— WHAT YOU SHOULD DO —
Extract all lines that hold "Order" from the records below.
___ DATA RECORDS
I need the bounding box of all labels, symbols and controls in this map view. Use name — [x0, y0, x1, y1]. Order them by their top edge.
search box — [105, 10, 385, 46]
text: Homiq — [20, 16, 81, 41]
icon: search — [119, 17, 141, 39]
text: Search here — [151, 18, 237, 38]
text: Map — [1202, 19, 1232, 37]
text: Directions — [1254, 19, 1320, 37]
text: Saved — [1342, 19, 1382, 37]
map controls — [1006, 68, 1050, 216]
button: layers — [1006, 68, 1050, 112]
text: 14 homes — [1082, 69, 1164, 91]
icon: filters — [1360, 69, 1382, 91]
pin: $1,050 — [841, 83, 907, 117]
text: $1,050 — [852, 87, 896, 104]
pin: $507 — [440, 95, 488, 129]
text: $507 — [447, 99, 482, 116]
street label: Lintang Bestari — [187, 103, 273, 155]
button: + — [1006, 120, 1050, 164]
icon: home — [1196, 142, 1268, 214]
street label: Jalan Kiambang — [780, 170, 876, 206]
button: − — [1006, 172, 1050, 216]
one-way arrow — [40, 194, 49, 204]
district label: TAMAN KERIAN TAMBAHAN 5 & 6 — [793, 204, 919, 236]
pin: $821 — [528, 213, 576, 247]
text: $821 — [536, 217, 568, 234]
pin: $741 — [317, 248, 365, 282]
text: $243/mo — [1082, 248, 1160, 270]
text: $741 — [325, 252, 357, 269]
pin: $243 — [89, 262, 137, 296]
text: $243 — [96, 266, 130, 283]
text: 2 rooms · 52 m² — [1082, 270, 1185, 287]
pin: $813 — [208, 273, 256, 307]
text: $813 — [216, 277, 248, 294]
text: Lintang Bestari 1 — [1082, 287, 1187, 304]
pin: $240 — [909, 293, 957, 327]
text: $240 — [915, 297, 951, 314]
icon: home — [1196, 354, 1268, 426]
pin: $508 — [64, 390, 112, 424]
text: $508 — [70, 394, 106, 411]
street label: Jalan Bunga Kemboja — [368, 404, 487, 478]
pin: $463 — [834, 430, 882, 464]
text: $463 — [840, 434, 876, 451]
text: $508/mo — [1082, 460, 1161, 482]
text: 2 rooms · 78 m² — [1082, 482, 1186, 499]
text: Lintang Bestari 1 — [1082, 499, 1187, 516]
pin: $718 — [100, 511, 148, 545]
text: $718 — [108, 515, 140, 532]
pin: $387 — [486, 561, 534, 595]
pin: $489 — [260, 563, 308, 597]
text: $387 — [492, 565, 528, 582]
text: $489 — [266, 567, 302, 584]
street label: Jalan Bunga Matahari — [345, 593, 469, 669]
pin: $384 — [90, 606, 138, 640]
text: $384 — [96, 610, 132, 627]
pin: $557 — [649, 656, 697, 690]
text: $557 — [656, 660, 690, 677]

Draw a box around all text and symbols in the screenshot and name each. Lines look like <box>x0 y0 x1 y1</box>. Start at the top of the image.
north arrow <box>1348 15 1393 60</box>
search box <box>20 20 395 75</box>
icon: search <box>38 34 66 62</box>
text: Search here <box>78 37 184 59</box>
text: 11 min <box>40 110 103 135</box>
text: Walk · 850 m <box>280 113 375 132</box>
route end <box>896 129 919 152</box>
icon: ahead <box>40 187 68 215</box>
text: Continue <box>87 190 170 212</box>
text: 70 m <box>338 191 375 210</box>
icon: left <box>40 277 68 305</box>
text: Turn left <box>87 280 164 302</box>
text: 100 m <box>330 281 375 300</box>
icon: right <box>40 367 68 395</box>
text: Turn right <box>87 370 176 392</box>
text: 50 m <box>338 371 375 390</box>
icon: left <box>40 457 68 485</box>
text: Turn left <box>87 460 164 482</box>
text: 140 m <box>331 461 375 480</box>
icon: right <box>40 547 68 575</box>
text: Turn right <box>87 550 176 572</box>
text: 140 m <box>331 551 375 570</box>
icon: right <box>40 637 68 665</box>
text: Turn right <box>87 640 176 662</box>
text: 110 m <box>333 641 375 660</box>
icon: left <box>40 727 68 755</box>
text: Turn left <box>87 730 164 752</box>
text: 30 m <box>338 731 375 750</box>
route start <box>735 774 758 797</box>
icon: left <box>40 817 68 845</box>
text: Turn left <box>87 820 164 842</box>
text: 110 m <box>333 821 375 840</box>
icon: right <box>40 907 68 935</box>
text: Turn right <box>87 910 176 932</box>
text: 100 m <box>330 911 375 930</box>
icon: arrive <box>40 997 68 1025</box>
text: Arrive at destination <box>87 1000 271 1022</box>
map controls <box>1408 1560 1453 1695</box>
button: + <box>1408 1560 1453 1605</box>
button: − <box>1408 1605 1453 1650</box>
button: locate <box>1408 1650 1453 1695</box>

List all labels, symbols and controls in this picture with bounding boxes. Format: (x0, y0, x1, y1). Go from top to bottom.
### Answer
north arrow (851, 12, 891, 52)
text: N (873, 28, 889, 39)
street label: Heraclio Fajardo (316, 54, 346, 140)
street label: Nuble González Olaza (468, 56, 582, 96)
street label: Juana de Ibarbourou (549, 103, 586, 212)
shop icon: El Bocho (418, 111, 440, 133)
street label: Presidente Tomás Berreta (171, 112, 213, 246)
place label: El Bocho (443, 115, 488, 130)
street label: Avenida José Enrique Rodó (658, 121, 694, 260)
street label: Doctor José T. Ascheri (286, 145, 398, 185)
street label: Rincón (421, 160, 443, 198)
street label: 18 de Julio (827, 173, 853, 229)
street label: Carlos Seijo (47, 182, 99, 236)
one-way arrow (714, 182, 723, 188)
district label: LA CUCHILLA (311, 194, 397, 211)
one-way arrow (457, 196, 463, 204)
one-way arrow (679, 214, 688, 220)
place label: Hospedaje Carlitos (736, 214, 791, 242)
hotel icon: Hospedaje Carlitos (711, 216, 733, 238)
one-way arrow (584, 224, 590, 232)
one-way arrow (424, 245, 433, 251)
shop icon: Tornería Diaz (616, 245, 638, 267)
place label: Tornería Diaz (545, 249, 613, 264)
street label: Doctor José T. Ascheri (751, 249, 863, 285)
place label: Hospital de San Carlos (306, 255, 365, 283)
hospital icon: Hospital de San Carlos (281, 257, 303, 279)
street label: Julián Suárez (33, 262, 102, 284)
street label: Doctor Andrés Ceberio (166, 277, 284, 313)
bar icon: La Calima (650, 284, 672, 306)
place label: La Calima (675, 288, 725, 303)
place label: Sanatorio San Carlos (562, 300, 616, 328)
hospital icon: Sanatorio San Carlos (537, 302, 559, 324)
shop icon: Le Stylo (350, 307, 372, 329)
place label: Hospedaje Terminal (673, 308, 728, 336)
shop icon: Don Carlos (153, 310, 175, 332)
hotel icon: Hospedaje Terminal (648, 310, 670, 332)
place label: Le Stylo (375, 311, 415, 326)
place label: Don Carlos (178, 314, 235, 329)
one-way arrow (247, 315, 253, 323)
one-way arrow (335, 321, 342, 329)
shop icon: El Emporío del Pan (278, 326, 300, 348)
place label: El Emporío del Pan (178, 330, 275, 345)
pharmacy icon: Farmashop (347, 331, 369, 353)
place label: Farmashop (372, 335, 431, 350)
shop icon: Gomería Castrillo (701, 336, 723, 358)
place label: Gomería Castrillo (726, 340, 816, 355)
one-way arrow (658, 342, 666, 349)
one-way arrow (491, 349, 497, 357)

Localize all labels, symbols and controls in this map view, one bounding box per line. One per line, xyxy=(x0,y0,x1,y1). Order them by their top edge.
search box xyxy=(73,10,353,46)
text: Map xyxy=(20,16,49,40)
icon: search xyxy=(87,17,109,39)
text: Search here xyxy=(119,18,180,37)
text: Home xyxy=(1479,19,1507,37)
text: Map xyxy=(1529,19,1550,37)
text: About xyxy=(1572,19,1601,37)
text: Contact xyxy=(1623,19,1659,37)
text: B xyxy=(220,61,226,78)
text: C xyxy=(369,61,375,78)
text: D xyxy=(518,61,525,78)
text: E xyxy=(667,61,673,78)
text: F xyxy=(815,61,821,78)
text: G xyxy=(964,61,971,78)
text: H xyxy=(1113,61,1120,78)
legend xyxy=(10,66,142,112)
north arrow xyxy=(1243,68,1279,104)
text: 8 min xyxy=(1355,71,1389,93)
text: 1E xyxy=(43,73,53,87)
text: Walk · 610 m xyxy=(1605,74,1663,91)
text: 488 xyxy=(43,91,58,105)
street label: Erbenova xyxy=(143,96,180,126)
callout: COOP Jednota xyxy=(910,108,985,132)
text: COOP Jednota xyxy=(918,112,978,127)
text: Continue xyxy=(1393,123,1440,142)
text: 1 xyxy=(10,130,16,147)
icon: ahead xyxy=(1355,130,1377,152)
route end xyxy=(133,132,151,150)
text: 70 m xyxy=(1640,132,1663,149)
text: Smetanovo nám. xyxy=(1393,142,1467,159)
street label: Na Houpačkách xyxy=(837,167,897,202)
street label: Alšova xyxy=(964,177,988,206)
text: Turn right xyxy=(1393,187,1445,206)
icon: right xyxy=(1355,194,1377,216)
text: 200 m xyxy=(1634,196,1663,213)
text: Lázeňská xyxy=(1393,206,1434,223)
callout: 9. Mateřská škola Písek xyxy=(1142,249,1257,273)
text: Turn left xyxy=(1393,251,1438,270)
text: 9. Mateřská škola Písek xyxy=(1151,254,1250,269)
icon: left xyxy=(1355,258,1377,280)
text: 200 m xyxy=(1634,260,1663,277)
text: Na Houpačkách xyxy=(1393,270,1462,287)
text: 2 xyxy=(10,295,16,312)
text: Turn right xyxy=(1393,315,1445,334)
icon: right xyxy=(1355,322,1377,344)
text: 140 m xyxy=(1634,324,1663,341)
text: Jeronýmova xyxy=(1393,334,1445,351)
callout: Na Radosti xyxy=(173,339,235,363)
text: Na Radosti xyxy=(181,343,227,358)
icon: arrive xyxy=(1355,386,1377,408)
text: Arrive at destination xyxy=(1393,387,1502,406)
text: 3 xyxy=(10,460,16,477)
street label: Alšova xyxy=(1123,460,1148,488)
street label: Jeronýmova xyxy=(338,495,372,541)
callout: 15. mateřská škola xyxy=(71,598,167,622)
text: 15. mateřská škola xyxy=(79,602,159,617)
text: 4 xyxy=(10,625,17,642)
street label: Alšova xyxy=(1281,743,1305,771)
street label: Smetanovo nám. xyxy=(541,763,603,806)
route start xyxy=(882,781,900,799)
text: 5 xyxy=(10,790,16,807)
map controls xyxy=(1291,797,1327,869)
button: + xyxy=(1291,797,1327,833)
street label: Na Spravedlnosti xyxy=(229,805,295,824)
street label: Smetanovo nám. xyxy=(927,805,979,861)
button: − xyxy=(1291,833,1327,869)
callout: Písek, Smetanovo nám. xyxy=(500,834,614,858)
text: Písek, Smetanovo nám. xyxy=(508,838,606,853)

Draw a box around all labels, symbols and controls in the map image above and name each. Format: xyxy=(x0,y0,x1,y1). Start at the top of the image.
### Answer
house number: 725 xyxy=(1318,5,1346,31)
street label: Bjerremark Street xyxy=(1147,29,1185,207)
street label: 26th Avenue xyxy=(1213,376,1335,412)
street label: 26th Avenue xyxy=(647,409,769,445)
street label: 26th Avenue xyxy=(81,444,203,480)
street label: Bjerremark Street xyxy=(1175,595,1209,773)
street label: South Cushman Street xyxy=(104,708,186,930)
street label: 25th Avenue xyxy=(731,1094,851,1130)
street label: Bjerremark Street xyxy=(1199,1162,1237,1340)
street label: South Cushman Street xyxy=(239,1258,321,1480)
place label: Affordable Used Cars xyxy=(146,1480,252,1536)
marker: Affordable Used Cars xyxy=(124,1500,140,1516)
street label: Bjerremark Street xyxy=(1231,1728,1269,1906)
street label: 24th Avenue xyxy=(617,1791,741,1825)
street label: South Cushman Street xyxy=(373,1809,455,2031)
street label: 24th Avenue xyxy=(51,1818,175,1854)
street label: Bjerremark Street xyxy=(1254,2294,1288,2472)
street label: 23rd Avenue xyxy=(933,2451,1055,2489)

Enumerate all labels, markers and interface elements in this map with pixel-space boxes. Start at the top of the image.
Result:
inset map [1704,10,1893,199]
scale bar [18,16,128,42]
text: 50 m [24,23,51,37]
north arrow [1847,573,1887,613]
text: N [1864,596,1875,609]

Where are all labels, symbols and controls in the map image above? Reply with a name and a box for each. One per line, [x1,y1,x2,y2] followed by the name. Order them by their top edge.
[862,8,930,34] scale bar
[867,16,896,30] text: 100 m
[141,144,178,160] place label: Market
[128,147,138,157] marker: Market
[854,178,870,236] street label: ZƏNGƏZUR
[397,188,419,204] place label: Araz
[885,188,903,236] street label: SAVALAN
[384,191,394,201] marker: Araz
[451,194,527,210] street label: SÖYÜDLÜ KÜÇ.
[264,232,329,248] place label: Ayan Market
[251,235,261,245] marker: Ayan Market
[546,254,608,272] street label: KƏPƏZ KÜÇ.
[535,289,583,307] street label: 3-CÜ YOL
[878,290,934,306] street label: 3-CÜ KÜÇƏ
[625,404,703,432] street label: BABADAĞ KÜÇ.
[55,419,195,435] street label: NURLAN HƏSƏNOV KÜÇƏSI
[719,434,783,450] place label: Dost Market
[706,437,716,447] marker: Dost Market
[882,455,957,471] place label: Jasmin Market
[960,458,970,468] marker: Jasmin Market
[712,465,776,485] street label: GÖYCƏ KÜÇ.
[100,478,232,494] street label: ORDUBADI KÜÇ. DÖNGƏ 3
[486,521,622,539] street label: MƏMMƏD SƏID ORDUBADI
______
— RESPONSE —
I need the bounding box of all labels, symbols and controls in this map view. Use name — [x0, y0, x1, y1]. Order them by their top edge.
Localize all labels, symbols and controls in this map view, one bounding box per line. One per line, xyxy=(x0,y0,x1,y1). Order them by their top edge.
Where are all labels, symbols and controls in the map image above? Reply with a name and a box for each. One per line, [x1,y1,x2,y2] followed by the name. Order them by their top edge.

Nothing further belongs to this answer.